N-way Resistive Power Splitter

The "star" divider is a simple power splitter composed of equal value resistors connected to one common node. The isolation between outputs is the same as the insertion loss. Each input or output port is perfectly matched if the other ports are terminated with 50Ω.

R = 50Ω*(N-1)/(N+1), where N is the number of outputs.

Insertion Loss between ports = 20*log(1/N)


Example:
2 way splitter
N=2
R=50Ω*1/3=16.7Ω
Loss = 6 dB

Friday, October 27, 2006

Capacitor Selection for DC blocking

Richard Fiore of ATC wrote a good article about how to choose capacitors for DC blocking and bypassing applications. It originally appeared in the May 2001 issue of Applied Microwave and Wireless. The pdf (1.2 MB) is here and a similar web-friendly article is here.

The most surprising thing that I learned was that capacitors can be used in DC blocking or coupling applications even at frequencies above their series resonant frequency. The key point is making sure the magnitude of the impedance should be low to minimize insertion loss at the frequencies or band of operation.

A real capacitor can be modeled as with as series RLC circuit with Cp in parallel with the RL segment. The R represents the ESR and L is the parasitic inductance. As frequency increases, Xc decreases until reaching the series resonance frequency of L and C. At Fsr, the reactances cancel out and Xc only has a real component equal to the ESR. The plot of Xc vs. frequency shows a null, the depth of which depends on the ratio of the reactance at Fsr to ESR.

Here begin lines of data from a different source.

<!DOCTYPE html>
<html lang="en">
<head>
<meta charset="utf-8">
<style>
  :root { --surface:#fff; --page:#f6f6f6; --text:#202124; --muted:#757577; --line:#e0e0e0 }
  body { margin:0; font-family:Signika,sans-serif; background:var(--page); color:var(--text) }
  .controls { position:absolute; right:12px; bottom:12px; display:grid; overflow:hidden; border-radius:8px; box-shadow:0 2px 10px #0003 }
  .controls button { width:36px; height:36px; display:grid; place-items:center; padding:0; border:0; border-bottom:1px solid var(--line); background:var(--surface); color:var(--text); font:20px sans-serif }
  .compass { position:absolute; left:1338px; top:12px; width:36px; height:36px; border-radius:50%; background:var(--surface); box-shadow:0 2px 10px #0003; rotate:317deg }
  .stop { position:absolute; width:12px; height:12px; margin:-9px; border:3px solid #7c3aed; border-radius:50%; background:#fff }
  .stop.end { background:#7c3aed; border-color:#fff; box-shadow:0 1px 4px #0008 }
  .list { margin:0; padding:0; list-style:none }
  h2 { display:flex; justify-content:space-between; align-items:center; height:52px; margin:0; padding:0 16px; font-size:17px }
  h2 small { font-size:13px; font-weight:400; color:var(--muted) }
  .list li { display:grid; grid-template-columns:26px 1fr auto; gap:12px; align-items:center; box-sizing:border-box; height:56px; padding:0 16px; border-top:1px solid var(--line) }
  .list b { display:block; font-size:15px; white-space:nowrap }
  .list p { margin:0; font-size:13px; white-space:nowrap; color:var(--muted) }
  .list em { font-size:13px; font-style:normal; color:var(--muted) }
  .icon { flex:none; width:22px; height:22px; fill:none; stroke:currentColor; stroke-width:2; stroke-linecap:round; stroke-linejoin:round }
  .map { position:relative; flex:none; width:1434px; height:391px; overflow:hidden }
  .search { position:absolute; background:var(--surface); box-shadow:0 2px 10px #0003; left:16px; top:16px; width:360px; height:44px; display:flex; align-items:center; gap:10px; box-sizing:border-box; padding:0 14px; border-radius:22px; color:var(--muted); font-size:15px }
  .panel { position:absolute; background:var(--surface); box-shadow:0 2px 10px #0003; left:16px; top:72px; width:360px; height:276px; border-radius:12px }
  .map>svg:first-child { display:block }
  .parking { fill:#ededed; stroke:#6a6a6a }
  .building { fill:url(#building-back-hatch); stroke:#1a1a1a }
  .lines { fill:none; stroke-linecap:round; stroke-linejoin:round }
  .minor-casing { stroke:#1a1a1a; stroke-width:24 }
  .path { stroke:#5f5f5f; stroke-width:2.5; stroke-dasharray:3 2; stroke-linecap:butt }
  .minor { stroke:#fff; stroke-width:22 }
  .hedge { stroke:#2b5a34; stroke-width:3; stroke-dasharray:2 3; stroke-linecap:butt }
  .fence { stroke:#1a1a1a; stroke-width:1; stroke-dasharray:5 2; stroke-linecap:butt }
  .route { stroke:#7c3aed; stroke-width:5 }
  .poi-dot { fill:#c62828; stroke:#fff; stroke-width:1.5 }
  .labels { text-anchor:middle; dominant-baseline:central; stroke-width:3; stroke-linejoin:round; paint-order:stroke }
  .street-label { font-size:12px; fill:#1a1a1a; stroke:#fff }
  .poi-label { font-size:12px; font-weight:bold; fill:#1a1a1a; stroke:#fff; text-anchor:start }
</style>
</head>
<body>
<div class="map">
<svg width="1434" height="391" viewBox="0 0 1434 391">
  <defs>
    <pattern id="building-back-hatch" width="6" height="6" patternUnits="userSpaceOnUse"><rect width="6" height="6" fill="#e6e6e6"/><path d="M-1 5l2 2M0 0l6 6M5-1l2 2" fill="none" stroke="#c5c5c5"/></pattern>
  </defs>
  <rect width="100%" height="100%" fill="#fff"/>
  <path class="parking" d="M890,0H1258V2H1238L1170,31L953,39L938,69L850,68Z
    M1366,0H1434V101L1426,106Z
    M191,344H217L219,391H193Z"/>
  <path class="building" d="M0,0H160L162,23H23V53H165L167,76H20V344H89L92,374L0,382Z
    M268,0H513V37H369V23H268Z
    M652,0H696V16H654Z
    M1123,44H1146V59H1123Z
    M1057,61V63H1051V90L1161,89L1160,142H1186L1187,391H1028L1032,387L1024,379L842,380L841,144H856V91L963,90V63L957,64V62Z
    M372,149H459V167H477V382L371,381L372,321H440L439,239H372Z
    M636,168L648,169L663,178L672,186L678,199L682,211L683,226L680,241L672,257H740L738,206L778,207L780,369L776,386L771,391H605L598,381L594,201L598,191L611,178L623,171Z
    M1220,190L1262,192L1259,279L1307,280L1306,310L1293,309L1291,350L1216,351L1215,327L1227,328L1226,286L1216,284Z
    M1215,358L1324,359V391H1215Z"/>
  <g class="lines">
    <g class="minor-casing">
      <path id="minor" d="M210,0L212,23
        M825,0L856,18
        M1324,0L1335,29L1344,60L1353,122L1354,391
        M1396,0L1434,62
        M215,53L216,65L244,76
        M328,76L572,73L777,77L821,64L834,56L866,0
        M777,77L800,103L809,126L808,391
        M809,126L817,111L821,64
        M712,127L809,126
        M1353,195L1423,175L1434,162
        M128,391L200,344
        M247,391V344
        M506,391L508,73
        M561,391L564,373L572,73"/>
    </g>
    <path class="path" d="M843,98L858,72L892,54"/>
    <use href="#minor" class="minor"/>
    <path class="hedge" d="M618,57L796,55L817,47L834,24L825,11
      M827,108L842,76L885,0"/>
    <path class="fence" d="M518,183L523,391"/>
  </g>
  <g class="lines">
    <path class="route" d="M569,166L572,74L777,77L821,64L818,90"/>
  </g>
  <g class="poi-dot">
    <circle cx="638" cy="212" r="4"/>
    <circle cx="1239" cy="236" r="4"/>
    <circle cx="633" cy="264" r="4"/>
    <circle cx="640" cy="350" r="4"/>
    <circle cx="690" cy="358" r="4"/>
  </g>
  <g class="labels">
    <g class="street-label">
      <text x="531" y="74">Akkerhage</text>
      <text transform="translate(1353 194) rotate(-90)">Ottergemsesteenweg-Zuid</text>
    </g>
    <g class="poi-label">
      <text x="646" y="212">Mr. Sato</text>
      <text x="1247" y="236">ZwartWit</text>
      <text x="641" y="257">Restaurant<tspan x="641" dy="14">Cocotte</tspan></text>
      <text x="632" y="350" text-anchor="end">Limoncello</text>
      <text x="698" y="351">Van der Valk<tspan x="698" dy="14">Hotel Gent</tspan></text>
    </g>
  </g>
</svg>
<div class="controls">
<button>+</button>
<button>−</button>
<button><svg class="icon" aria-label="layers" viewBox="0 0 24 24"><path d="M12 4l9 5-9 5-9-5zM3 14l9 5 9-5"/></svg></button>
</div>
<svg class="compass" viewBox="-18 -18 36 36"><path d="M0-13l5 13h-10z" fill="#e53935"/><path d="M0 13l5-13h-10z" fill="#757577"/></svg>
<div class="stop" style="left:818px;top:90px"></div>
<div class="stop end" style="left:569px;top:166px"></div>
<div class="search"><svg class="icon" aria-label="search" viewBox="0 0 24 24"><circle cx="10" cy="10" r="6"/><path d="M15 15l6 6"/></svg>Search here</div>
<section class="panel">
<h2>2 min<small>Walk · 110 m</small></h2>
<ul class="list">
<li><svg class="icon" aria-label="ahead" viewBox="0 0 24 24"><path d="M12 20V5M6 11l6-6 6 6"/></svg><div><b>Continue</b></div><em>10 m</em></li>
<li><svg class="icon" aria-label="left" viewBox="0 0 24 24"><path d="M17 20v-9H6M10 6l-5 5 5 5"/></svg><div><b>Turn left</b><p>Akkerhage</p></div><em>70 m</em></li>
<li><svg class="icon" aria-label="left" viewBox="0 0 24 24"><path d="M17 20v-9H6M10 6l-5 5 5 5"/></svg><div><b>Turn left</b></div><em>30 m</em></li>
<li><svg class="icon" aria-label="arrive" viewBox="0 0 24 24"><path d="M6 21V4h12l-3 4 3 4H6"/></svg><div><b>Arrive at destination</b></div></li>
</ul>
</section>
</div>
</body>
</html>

Above Fsr, Xc increases because the capacitor is now acting as an inductor. Eventually this parasitic inductance will resonant with the parasitic capacitance, Cp. At Fpar, Xc will peak. The peak impedance magnitude depends on the Q of the parallel tank circuit formed by L, Cp and R=ESR. Qpar=2*pi*Fpar*L/ESR. This peak will produce nulls in the insertion loss. Using the capacitor at Fpar may be acceptable depending on the depth of these nulls and application.


One final note is that the phase of the impedance will change abruptly at Fsr and Fpar. This is a consideration for phase sensitive applications in which the group delay must be constant within the signal bandwidth.

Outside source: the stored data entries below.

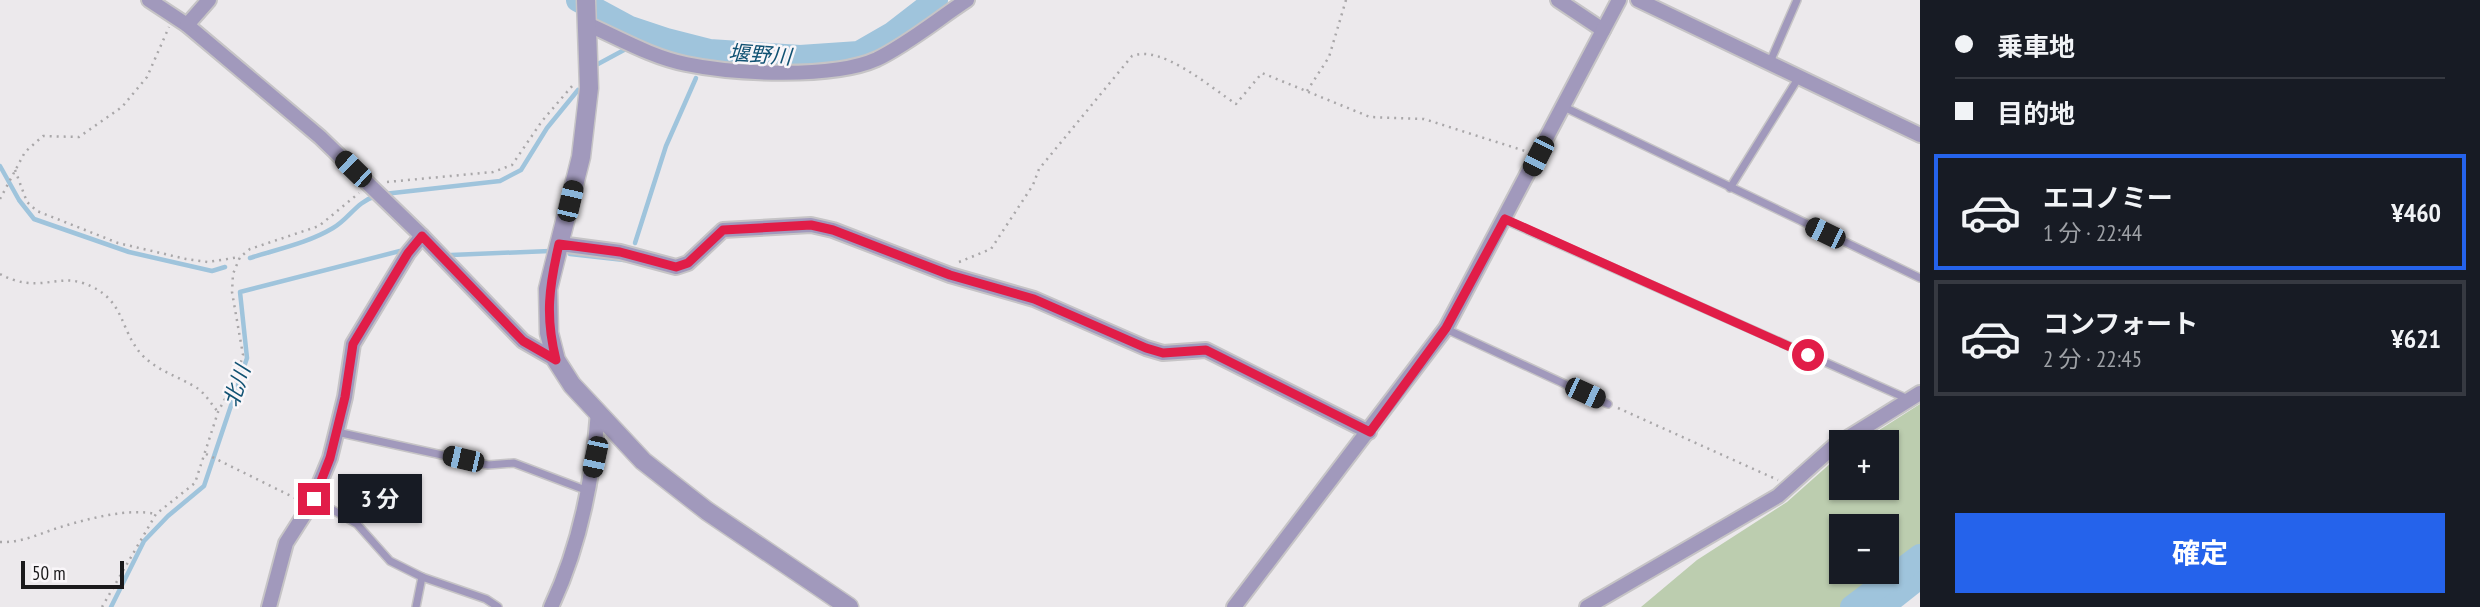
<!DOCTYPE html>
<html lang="ja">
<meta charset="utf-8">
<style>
body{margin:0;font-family:"PT Sans Narrow","Noto Sans JP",sans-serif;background:#20242c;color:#f1f3f6;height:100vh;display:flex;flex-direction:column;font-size:26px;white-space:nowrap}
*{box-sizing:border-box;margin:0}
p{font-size:23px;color:#9ea1a6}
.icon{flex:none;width:38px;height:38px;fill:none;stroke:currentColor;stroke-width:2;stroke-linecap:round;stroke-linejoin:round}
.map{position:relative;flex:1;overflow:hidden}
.sheet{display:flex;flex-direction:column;background:#171b24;width:560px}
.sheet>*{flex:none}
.hud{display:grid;align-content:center;height:154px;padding:0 35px;background:#171b24}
.fabs{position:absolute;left:1829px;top:430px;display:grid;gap:14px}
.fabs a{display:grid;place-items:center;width:70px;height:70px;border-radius:0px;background:#171b24;box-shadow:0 2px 5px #0004;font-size:35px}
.scale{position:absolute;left:21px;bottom:18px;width:103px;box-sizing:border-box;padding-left:7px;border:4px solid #1a191b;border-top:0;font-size:19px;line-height:24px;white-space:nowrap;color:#1a191b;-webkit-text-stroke:5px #f9f6f9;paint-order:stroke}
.end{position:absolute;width:32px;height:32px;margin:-16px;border:9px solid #e11d48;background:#fff;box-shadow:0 0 0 4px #fff}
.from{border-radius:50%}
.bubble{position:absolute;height:49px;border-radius:0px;background:#171b24;box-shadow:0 2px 5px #0004;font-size:23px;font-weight:700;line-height:49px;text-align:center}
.car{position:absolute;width:21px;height:42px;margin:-21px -10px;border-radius:9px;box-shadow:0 0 5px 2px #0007;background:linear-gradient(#222 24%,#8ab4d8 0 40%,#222 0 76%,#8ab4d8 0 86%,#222 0)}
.hud b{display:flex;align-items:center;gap:24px;height:66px;font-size:26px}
.hud b+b{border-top:2px solid #363941}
.hud i{width:18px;height:18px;background:#f1f3f6}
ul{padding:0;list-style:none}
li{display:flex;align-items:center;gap:21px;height:116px;margin:0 14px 10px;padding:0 21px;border:4px solid #363941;border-radius:0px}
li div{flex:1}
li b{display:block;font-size:26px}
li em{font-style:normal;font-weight:700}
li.current{border-color:#2563eb}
li>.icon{width:63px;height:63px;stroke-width:1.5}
.cta{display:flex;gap:14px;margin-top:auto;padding:14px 35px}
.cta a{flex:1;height:80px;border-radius:0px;background:#2563eb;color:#fff;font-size:28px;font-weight:700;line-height:80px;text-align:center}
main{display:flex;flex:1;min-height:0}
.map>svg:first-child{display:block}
</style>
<main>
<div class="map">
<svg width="1920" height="607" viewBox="0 0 1920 607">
<rect width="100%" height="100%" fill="#ece9ec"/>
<path fill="#bccdaf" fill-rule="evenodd" d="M1920,404V547L1915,552L1887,607H1641L1697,560L1787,502L1841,454V488H1886V443H1859ZM1841,527H1886V572H1841Z"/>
<polygon fill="#9fc4dc" points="1920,564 1920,592 1901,607 1864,607"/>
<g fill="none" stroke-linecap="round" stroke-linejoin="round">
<g stroke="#9fc4dc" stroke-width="4.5">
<polyline points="654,43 666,40"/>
<polyline points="598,64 624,50"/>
<polyline points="0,166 19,200 34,219 129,252 212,271 225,267"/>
<polyline points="384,194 500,181 521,170 547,128 578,90"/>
<polyline points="635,243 666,146 696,78"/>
<polyline points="570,254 624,260"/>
<polyline points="451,255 550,251"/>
<path d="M250,258C278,249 308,243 333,228C350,218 356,202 376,196"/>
<polyline points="111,607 144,541 168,516 204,486 247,358 240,292 400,251"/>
</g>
<g stroke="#9fc4dc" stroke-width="24">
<polyline points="578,0 630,28 666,40 709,51 800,57 859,53 892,34 936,0"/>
<polyline points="1852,607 1920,556"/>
</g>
<defs>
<g id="service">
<polyline points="1770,62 1797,0"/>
<polyline points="1564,107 1920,278"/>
<polyline points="1730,188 1799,77"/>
<polyline points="1505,220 1908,399"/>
<polyline points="1446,329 1608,404"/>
<polyline points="337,432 488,465 514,463 588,491"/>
<polyline points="314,499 357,524 390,561 422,577 486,599 498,607"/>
<polyline points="416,607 422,577"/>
</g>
<g id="minor">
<polyline points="149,0 187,25 320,137 422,236 523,341 556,360"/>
<polyline points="1558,0 1603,30"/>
<polyline points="1638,0 1920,135"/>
<path d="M587,24C619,38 651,57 686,64C734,74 833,79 877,59C908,44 938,19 967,0"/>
<polyline points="187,25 209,0"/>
<polyline points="560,244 620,252 676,267 688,263 723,230 811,225 833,230 950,275 1034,299 1146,348 1163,353 1206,350 1369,432"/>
<polyline points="269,607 286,543 311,504 330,458 345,397 353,344 408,253 422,236"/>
<path d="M551,607C580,546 593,479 598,412"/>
<polyline points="1234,607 1446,328 1619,0"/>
<polyline points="1587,607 1778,496 1833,447 1920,393"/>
</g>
<polyline id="tertiary" points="586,0 589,88 581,157 548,289 549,333 556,360 572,385 643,461 707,511 849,607"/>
</defs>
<use href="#service" stroke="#c6c4c6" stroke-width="10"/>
<use href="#minor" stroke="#c6c4c6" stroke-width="18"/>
<use href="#tertiary" stroke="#c6c4c6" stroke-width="21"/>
<g stroke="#a9a7a9" stroke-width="2.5" stroke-dasharray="2 5" stroke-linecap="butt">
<polyline points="1307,91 1329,57 1346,0"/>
<polyline points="15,170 27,202 37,211 118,243 186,259 208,262 240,257"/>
<polyline points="387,182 493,172 512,165 542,121 573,85"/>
<polyline points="0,199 25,152 43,136 79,137 122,107 147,77 169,27"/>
<path d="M959,262L991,249L1033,185L1039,169L1132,56C1161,44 1210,87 1236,104L1262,73L1370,117L1424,119L1525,151"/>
<path d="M0,274C37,294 56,274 83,283C126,298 118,328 142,355C159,372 178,376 197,388C205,393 212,405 218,412"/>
<polyline points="1618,408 1778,480"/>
<polyline points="206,454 297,499"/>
<path d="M0,542C23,543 43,532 64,526C91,518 129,508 156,514"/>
<polyline points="102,607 156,514 195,483 218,412 236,378 243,355 232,292 233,274 240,257 250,249 319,226 359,193"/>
</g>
<use href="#service" stroke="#a199bc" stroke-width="7"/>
<use href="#minor" stroke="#a199bc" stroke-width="14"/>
<use href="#tertiary" stroke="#a199bc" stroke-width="18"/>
</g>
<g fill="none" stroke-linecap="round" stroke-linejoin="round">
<path stroke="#e11d48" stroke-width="9" d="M314,499L330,458L345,397L353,344L408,253L422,236L523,341L556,360C545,316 549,287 559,244L620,252L676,267L688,263L723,230L811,225L833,230L950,275L1034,299L1146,348L1163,353L1206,350L1370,432L1446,328L1505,219L1808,355"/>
</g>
<g text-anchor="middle" stroke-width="5" stroke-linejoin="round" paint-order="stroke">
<g font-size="21" font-style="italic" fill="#115273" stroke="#f9f6f9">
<text transform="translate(760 55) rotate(4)" y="7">堰野川</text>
<text transform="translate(237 386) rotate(-72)" y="7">北川</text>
</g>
</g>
</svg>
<div class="fabs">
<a>+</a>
<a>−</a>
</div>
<div class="scale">50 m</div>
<i class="end from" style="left:1808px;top:355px"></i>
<i class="end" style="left:314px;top:499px"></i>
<div class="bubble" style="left:338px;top:474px;width:84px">3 分</div>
<i class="car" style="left:1538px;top:156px;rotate:207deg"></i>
<i class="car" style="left:353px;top:169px;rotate:314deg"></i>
<i class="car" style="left:570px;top:201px;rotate:13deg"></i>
<i class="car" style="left:1825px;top:233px;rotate:296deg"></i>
<i class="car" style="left:1585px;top:393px;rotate:115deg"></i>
<i class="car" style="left:595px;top:457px;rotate:192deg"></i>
<i class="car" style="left:463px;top:459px;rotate:283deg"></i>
</div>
<section class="sheet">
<div class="hud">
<b><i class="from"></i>乗車地</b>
<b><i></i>目的地</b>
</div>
<ul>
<li class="current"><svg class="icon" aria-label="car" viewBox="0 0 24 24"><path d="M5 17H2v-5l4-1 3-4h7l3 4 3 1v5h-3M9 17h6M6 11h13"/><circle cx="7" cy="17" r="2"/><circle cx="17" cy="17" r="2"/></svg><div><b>エコノミー</b><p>1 分 · 22:44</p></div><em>¥460</em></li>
<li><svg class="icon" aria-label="car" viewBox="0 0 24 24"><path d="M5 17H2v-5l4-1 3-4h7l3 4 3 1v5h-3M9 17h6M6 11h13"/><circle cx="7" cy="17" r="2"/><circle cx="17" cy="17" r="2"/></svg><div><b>コンフォート</b><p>2 分 · 22:45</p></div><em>¥621</em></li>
</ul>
<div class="cta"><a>確定</a></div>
</section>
</main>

Thursday, October 26, 2006

Transistor Selection for oscillators

Notes from a cubical discussion

Bias current should be kept low to reduce junction heating, which increases noise. On the other hand, reducing bias current does reduce FT. The transistor should have an FT 15-20 times greater than the oscillation frequency. It seems that the ideal transistor should have enough FT with low bias current, but this isn't the complete story. To get high FT at low bias current, the base width and area is made very small, but this raises the current density and junction heating, which increases noise. So the best transistor should have high enough FT at low bias currents without increasing noise too much.

The transistor in an oscillator circuit should never be saturated and never be cutoff. Overdriving the transistor increases phase noise. In a Colpitts configuration, where the feedback path is tapped off the emitter path and LC tank elements are on the base path, add anti-parallel pairs of diodes to the emitter path to ground. This will prevent the transistor going into cutoff mode.